そう考えれば、最終的にアニメに登場したゾック辺りのフリーキーなプロポーションは、まだまだあれで、まともな方向性だったこともあり、もはや怪獣や機械獣と呼ぶしかないような、没メカのアッグガイやジュアッグのクリーンナップデザインから垣間見えるのは、富野監督による「一気に、人の形を模すという概念を突き崩してしまえばどうなるか」への実験論であろう。

後付け設定で「ジャブロー攻略の為に一点強化された特殊なモビルスーツ群」で括られてしまっている、ここでの没メカ達だが、ではそれらと比較して、どれだけアッガイやゾックに汎用性の欠片でもあったのかという疑問は尽きない。

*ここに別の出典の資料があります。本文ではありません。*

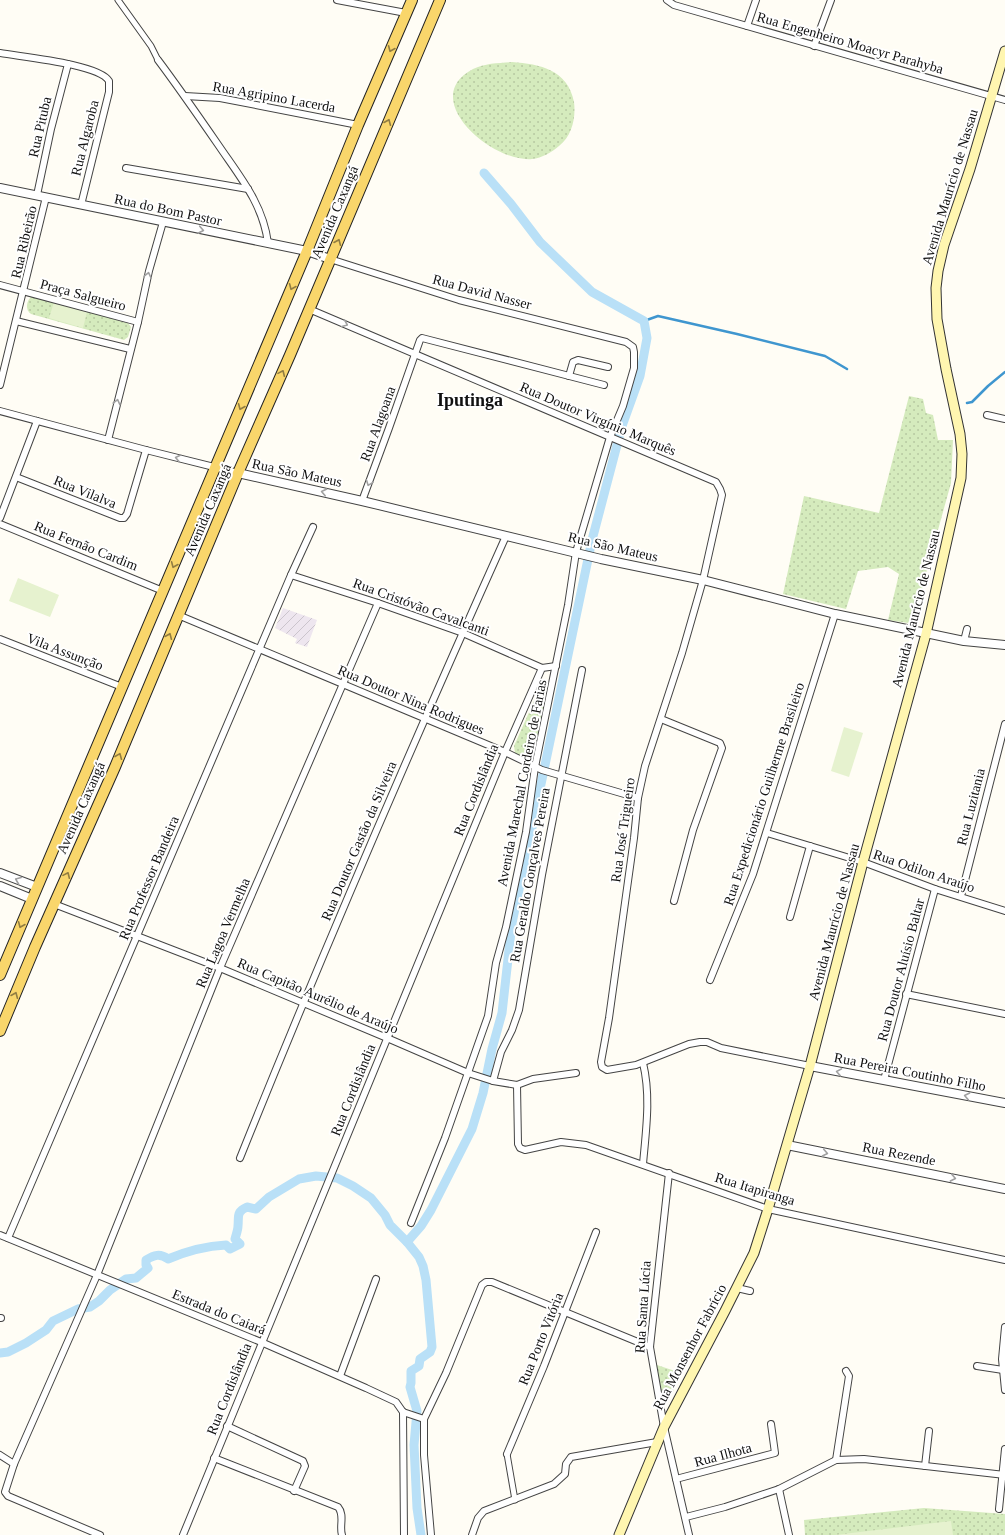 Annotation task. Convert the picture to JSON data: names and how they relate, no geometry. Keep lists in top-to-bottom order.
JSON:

最終的な完成デザインを、殆ど富野ラフのままであるという仮説を押し通して論じてしまえば、明らかに富野監督は、このタイミングでモビルスーツから、人体のバランスを崩し、奇形化させることで、兵器としての運用性をディフォルメしようとさせている。
それは既に、第26話『復活のシャア』での、ゴックの演出にも顕著で、卵型のボディから、ダラリと伸びた長い両手、その先で鋭い爪が牙のように並んだでかい手というバランスを、絵コンテ段階からことさら強調する演出でゴックは描かれている(ここで、ゴックの特性と異形の物感が、デザインではなくコンテと作画で醸し出されていたからこそ、基本、大河原デザインを忠実に立体化するガンプラでは、今一歩ゴックの幽鬼性が再現できず、むしろ『機動戦士ガンダム0080 ポケットの中の戦争』(1989年)で、出渕裕氏の英断によるリファインアレンジ、今ではハイゴッグと呼ばれているように、デザイン段階まで遡る必要性があったのだ)。

そこでの、アッグタイプの富野メモには

これはやりすぎ!
アッグ・タイプは、やややりすぎではありますが、基本的に悪相
巨大単眼
ホバークラフト状の移動力UP
すごくパワーアップしてる感じにする

日本サンライズ『機動戦士ガンダム 記録全集 4』

等とあり、解説も

名称、形状から言っても第30話のアッガイタイプを産み落とすまでの産物と考えてさしつかえないだろう。
注釈の部分に、この時期の敵モビルスーツ設定における富野氏なりの苦しさが現れているようにもとれる。
総じてアッグタイプは地中推進型のモビルスーツであったようである。

日本サンライズ『機動戦士ガンダム 記録全集 4』

現代なら、webで画像検索をかければ、緻密で精巧なガンプラ版が、どれもこれも簡単に見ることが出来るので、画像の用意も立体物による再現(仮想?)も、今回はあえて用意しないが。
アッガイやジュアッグの奇形さは、既にモビルスーツの許容範囲(Suitとして)を逸脱しており、ここは次の本論に譲るが、アッグの「ボディそのものが巨大な頭でしかなく、ドリルとスリッパがそこについただけ」の意匠が、ここで悩み、採用しなかった富野監督をして、とある決断に至らせたのだろう。